Под пером Уортон конфликт порой приобретал трагическую неразрешимость. В "Обители радости" героиня, не пожелавшая, как принято, пойти на все ради заключения выгодного брака, вынуждена спускаться все ниже и ниже по социальной лестнице, - в последних эпизодах мы видим ее модисткой за рабочим столом. Лили Барт принадлежит старому Нью-Йорку, но для нее не утратили живого значения и просвещенность, и любовь к искусству.

То, что у других не более чем стиль жизни, у нее сама жизнь, - этого одного достаточно, чтобы в трудной ситуации перед нею начали одна за другой захлопываться двери. Как и перед ее избранником, всерьез вознамерившимся что-то переделать в сложившейся общественной иерархии ценностей - а именно осуществить либеральные реформы на заводах. Любое гуманное побуждение оказывается несовместимым с правилами, заведенными в буржуазной среде раз и навсегда. И не могут удивить ни отступничество незадачливого реформатора, позабывшего о своих высоких порывах, когда реальной сделалась перспектива жениться на богатой вдове и занять особняк на Лонг-Айленде, ни принятая героиней смертельная доза снотворного. В изображаемом Уортон мире обе эти развязки закономерны.

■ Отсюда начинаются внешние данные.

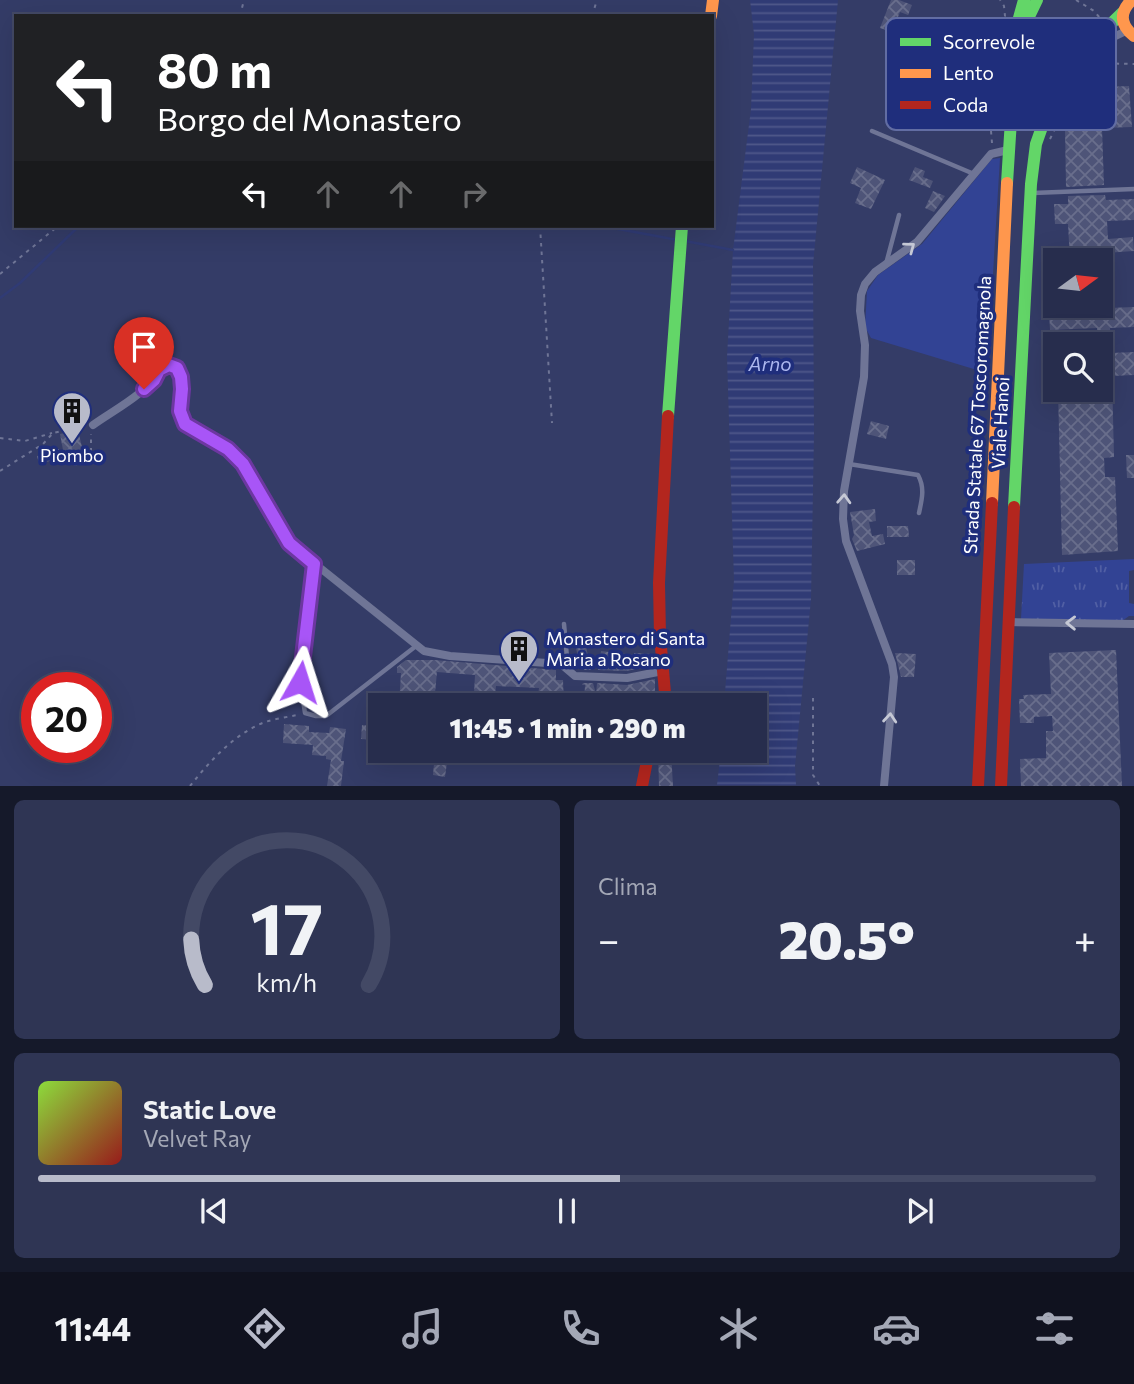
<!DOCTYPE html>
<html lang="it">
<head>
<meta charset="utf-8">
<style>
	body { margin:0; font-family:Commissioner,sans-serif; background:#2f3554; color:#f1f3f6; height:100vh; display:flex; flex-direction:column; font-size:26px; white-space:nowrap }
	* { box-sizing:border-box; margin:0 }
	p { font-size:23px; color:#a4a8b6 }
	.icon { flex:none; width:38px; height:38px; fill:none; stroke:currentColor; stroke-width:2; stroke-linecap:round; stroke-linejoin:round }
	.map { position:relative; height:786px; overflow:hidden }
	.drawer { display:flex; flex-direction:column; gap:14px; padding:14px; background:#15192a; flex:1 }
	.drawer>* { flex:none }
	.top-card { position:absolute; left:14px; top:14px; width:700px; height:214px; border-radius:0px; box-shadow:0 7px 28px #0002,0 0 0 2px #434965; background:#202124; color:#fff; overflow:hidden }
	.needle { width:46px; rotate:75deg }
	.tools { position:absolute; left:1043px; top:248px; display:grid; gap:14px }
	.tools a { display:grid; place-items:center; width:70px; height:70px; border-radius:0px; background:#272d4d; box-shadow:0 7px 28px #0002,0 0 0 2px #434965; font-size:35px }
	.speed { position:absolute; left:21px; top:672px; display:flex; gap:14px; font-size:35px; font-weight:700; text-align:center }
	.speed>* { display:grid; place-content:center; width:91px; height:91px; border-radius:50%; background:#272d4d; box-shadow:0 7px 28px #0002,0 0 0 2px #434965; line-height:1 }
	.speed .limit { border:10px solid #d22; background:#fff; color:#111 }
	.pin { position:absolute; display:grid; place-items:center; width:60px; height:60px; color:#fff; margin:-72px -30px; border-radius:50% 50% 50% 0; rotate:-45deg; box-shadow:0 0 7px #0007 }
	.pin .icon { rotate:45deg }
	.me { position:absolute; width:77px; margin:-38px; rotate:6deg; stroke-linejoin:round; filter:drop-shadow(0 0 5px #0008) }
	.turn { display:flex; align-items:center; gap:24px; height:147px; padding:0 28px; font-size:32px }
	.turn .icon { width:91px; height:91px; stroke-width:2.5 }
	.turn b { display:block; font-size:49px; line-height:60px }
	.lanes { display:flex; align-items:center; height:66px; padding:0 28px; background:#0003; justify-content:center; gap:35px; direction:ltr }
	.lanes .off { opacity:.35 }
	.big { font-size:52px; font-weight:800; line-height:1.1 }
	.drawer .card { flex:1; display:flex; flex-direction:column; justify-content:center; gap:10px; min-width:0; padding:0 24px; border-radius:10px; background:#2f3554 }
	.drawer .dial { align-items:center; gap:0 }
	.dial svg { height:182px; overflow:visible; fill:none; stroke:#434965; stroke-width:7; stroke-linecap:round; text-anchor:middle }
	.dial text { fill:#f1f3f6; stroke:none }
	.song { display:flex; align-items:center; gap:21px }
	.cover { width:84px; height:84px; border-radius:10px; background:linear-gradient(135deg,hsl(90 70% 55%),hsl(0 70% 35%)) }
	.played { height:7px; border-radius:4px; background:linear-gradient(90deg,#b8bbca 55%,#434965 55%) }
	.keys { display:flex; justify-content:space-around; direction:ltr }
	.heat { display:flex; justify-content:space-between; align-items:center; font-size:38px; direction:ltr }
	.drawer .tiles { flex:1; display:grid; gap:14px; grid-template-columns:1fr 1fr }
	.card:last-child { grid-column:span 2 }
	.trip { position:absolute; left:368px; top:693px; width:399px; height:70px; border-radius:0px; background:#272d4d; box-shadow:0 7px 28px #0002,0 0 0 2px #434965; font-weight:800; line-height:70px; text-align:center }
	.dock { display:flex; height:112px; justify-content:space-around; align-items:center; background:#10121f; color:#a4a8b6 }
	.dock .icon { width:49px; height:49px }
	.dock .active { color:#b8bbca }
	.dock b { font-size:32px; color:#f1f3f6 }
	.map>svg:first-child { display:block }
	.grass { fill:#324394 }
	.park { fill:url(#park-tufts) }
	.water { fill:url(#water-rules) }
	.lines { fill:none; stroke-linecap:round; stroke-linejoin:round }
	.stream { stroke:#303b75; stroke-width:2.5 }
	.building { fill:url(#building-cross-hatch); fill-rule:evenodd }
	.path { stroke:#6f7596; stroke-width:2; stroke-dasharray:3.5 5; stroke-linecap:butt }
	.lane { stroke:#6f7596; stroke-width:4.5 }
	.street { stroke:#6f7596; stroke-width:8 }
	.fast { stroke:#63d668; stroke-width:12 }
	.slow { stroke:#ff974d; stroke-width:12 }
	.jam { stroke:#b3261e; stroke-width:12 }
	.oneway { stroke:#c5c8d5 }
	.route-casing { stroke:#6d37a1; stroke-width:18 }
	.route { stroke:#a855f7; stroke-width:12 }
	.labels { text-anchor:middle; stroke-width:7; stroke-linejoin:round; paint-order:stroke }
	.street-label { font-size:18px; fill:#fff; stroke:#1f2e7c }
	.poi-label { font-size:18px; fill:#fff; stroke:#1f2e7c }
	.water-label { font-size:19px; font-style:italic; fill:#adb8ef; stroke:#1f2e7c }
	.key { fill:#1f2e7c; stroke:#626da3; stroke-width:2 }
	.key-label { font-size:19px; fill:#fff }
</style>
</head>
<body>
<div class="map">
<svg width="1134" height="786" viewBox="0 0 1134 786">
	<defs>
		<pattern id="park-tufts" width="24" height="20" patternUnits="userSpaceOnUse" patternTransform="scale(1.75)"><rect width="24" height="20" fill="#324394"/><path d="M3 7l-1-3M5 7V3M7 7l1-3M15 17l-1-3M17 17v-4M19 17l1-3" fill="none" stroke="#515fa4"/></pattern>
		<pattern id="water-rules" width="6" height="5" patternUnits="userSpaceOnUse" patternTransform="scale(1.75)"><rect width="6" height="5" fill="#303b75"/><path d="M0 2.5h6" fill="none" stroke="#4f588a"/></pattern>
		<pattern id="building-cross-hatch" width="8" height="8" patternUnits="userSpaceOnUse" patternTransform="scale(1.75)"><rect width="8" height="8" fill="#4e5478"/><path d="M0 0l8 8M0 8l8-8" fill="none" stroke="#696e8c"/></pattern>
	</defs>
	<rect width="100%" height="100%" fill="#343c67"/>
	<!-- grass -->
	<path class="grass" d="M1000,158L987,373L871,338L865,327L867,291L878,275L922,244L992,159Z"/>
	<!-- park -->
	<path class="park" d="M1134,559V570L1129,571V603L1134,604V616H1129L1122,621L1021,619L1024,564Z"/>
	<!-- water -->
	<path class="water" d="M750,0H838L813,265L814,434L811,599L795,766L796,785H717L721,751H754V705H724L734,580L727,357L733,250L751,109L754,34Z"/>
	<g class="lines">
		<!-- stream -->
		<path class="stream" d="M602,226L678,240
			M685,241L733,250
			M0,298L20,283L79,226"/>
	</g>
	<!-- building -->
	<path class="building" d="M891,0H899L912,5L908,15L900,12L892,32L880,28Z
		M1129,86L1132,127L1102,128L1104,185L1066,187L1065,128L1084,88Z
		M857,167L885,180L871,209L855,203L861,188L850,183Z
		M915,167L925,171L923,177L933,181L930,188L909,180Z
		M933,191L945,196L934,212L925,208Z
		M1105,195L1106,200L1134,199V220L1107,221L1108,239L1133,237L1134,251L1105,253L1106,260L1070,261L1068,224H1055L1054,204H1068V196Z
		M1044,270H1055V306H1101V304L1109,303V308L1134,307V327L1110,328L1111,353L1134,352V375L1112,376L1114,457L1104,458L1105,477H1115L1118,551L1062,555L1058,390H1101V345H1097V328L1050,330L1048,293H1044Z
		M135,339L138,344L143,341L157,364L142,375L134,362L129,365L124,356L132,351L128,344Z
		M871,421L889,426L886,439L867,434Z
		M78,430L85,460L72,463L70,456L39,464L37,456L63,450L60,434Z
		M1126,455H1134V478H1127Z
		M875,509L876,521L869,522L872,536L883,534L885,544L857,551L852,539L854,535L850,512Z
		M887,526H908L909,537H887Z
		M897,560H915V575H897Z
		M585,641L588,656L591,670H584L585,657L578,658L575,643Z
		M1116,650L1122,786H1021L1020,759L1046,758V731H1053L1052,716L1034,717V723H1020L1019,699H1024L1023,695L1051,694L1049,653Z
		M601,651L634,655V653L651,654L652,666L626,671L598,670Z
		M895,653L916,654L914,677H901Z
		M406,660H435L556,670V680H563L564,705H537L539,688L496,686L494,705H473V702L435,701L434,705H399L401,673H397V667ZM437,672L475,675L474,694L435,693Z
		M655,679V699L646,700V695H608L606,705H584L585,685H582L583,683H593L596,694L597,683L627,685Z
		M284,724L309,726V732L329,733L330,727L346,729L341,761H344L341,786H327L331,760L326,759V756L312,755L313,745L283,743Z
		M362,725L380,726V740L361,739Z
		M658,751H671L673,786H659Z
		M435,753L448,755L445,777L433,775Z"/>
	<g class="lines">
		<!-- path -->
		<path class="path" d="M1076,0L1094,11L1100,18
			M240,16L244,0
			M592,16L597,0
			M1050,139L1081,76L1093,63L1134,64
			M992,143L991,131L999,43L1005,16L1004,6L1000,0
			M540,226L552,423
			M0,274L58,226
			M0,438L25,441L52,433
			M58,449V457C68,465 75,466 88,462L91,452V434
			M0,471L43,444L53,433L83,426
			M813,698V775L820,786
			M190,786C210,761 234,734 265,722C275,719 287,717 297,715"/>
		<!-- lane -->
		<path class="lane" d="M872,131L974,174
			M1033,193L1134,189
			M886,264L899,215
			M849,464L918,475C925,488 922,499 919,513
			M314,564L300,682L305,713L316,716H326L416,646
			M564,624L568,669"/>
		<!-- street -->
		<path class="street" d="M1093,50L1099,44L1126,31
			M93,425C115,409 147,394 159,370L168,365L178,368L182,389L180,411L185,423L228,449L243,464L289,543L424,651L450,656L561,664L575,676L627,678L663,671
			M1008,622L1134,624
			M884,786L894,677L892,664L846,541L843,519L844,491L864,377L865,345L860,311L861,295L865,284L875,272L917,242L991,154L1008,150"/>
		<!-- fast -->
		<path class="fast" d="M1023,29L1037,0
			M1007,183L1017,25L1024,0
			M668,416L682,226
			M1014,507L1031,184L1036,144L1048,110L1080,54L1122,13"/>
		<!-- slow -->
		<path class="slow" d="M1132,0C1119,12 1120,25 1134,36
			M711,16L713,0
			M992,503L1007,183"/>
		<!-- jam -->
		<path class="jam" d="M663,705L665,693L660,636L659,583L668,416
			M642,786L649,751
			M978,786L992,503
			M1001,786L1014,507"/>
	</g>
	<!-- one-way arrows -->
	<defs><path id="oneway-chevron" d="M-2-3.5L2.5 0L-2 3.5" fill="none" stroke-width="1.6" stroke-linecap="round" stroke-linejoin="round" transform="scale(1.75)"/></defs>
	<g class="oneway">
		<use href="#oneway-chevron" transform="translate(910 247) rotate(-37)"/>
		<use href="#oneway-chevron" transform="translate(844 499) rotate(-87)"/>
		<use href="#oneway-chevron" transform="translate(1071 623) rotate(-179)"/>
		<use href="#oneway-chevron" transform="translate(890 718) rotate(-85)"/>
	</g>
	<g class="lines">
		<defs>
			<path id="route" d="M144,389L154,380L159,370L169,365L177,368L181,377L182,389L180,411L185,424L228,449L243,464L289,543L314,564L300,682"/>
		</defs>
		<!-- route casing -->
		<use href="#route" class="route-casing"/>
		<!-- route -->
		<use href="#route" class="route"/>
	</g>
	<!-- icons -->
	<defs>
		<symbol id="building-pin" viewBox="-11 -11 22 30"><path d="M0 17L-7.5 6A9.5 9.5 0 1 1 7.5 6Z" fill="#b8bbca" stroke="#1f2e7c"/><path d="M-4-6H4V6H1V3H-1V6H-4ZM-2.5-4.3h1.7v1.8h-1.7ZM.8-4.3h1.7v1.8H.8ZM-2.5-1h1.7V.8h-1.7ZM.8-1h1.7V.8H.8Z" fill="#111"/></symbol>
	</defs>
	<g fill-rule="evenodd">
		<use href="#building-pin" x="50" y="389" width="44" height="60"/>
		<use href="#building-pin" x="497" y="627" width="44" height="60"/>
	</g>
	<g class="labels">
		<!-- street labels -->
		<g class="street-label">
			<text transform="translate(978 415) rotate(-87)" y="6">Strada Statale 67 Toscoromagnola</text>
			<text transform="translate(1001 423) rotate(-87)" y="6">Viale Hanoi</text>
		</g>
		<!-- poi labels -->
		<g class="poi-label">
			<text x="72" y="462">Piombo</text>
			<text x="546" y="645" text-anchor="start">Monastero di Santa<tspan x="546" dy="21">Maria a Rosano</tspan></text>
		</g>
		<!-- water labels -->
		<g class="water-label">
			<text x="770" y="371">Arno</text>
		</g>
	</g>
	<!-- legend -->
	<rect x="886" y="18" width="230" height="112" rx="10" class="key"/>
	<rect x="900" y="38" width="31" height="8" fill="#63d668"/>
	<rect x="900" y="69" width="31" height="9" fill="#ff974d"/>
	<rect x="900" y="101" width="31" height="8" fill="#b3261e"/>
	<g class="key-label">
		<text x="943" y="49">Scorrevole</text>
		<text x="943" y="80">Lento</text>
		<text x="943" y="112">Coda</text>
	</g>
</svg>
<div class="tools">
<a><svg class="needle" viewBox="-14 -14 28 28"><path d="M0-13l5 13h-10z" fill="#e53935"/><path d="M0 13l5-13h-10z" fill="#a4a8b6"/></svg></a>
<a><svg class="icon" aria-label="search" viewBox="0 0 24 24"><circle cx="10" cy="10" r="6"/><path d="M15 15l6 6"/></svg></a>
</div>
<div class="speed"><div class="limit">20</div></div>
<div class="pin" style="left:144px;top:389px;background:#d93025"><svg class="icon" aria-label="arrive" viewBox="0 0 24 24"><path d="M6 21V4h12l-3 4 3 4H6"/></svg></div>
<svg class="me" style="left:300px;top:682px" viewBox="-20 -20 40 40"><path d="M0-17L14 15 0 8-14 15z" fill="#a855f7" stroke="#fff" stroke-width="4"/></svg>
<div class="trip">11:45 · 1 min · 290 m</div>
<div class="top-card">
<div class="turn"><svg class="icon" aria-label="left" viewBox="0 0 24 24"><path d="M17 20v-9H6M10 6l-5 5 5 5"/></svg><div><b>80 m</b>Borgo del Monastero</div></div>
<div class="lanes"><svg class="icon" aria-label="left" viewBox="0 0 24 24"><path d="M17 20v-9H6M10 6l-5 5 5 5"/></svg><svg class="icon off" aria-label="ahead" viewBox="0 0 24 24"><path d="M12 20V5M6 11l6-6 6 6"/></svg><svg class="icon off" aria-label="ahead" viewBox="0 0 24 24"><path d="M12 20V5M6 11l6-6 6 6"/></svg><svg class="icon off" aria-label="right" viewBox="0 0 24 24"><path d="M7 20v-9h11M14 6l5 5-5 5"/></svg></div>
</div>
</div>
<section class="drawer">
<div class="tiles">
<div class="card dial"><svg viewBox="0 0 100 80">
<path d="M14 69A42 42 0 1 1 86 69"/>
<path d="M14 69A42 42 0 0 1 8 49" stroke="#b8bbca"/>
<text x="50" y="56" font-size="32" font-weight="700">17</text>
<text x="50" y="72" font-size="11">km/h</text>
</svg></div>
<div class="card"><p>Clima</p>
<div class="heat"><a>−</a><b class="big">20.5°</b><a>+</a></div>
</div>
<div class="card">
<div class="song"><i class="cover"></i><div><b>Static Love</b><p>Velvet Ray</p></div></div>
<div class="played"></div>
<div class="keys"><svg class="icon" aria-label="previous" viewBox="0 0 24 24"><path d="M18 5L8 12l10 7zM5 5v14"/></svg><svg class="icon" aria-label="pause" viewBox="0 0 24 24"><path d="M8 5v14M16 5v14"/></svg><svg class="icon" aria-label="next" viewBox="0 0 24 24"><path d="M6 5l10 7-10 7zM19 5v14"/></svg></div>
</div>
</div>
</section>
<nav class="dock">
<b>11:44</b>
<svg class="icon active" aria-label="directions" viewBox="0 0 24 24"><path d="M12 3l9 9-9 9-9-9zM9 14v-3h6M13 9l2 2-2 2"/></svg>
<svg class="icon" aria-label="music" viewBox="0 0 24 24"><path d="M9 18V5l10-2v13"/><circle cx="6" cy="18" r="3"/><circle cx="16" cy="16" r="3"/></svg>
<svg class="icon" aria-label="phone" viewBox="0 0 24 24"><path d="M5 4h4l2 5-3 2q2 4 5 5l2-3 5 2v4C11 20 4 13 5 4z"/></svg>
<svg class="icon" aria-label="climate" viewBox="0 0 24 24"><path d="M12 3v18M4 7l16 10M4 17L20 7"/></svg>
<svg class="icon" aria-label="car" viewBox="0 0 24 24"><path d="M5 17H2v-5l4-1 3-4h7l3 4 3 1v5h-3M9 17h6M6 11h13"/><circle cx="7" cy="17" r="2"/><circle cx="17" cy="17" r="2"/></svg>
<svg class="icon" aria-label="filters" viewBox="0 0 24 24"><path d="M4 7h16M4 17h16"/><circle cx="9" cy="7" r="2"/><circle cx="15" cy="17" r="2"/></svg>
</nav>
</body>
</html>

Судьба уберегла от таких крутых переломов Ньюленда Арчера и Эллен Оленскую, героев "Века наивности". Но и история, рассказанная в этом романе, по-своему трагична. История несбывшегося счастья. История большого чувства, связавшего людей слишком разных по своим духовным горизонтам и ставшего в итоге лишь далеким воспоминанием, которое порой промелькнет и тут же исчезнет. Драматизм этой истории только усиливается оттого, что она рассказана с иронией - то едва уловимой, то откровенной. Как-то раз Уортон заметила, что иронии писателя непременно сопутствует понимание незавершенности и, более того, принципиальной неразрешимости ситуации. Наблюдение довольно спорное, однако природу повествования Уортон оно характеризует ярко и глубоко.

Ситуация, возникающая на страницах "Века наивности", кажется тривиальной: треугольник Эллен, Арчер и его невеста, а затем жена Мэй Велланд. Возникает угроза скандала, которого респектабельное нью-йоркское общество боится пуще чумы, поскольку приличия здесь всегда ценили больше, чем отвагу, и не выносили тех, кто устраивает "сцены". Как будто готовый сюжет для сатирика.

А вместе с тем отношения настолько запутаны и напряжены, что сарказм был бы явно неуместен. В перипетиях этого любовного романа обозначается очень серьезный конфликт принципов и позиций. И уже не приходится искать однозначного решения. Как и спешить с выявлением правых и виноватых.

Исходное для Уортон понятие "наивности" применительно к каждому из основных героев может быть истолковано и как неповинность в бедах, которые на них обрушиваются. Это, однако, частный смысл. Важнее, что речь идет об определенном строе мышления и поведения, об определенной философии жизни, воплотившейся в Арчере, и в Мэй, и во множестве других обитателей замкнутого мирка, где они вращаются. В таком контексте "наивность" - не синоним неведения. Скорее это нежелание отдавать себе отчет в том, насколько далека реальная действительность со всеми ее сложностями от той искусственной упорядоченности, которой так дорожат в старом Нью-Йорке.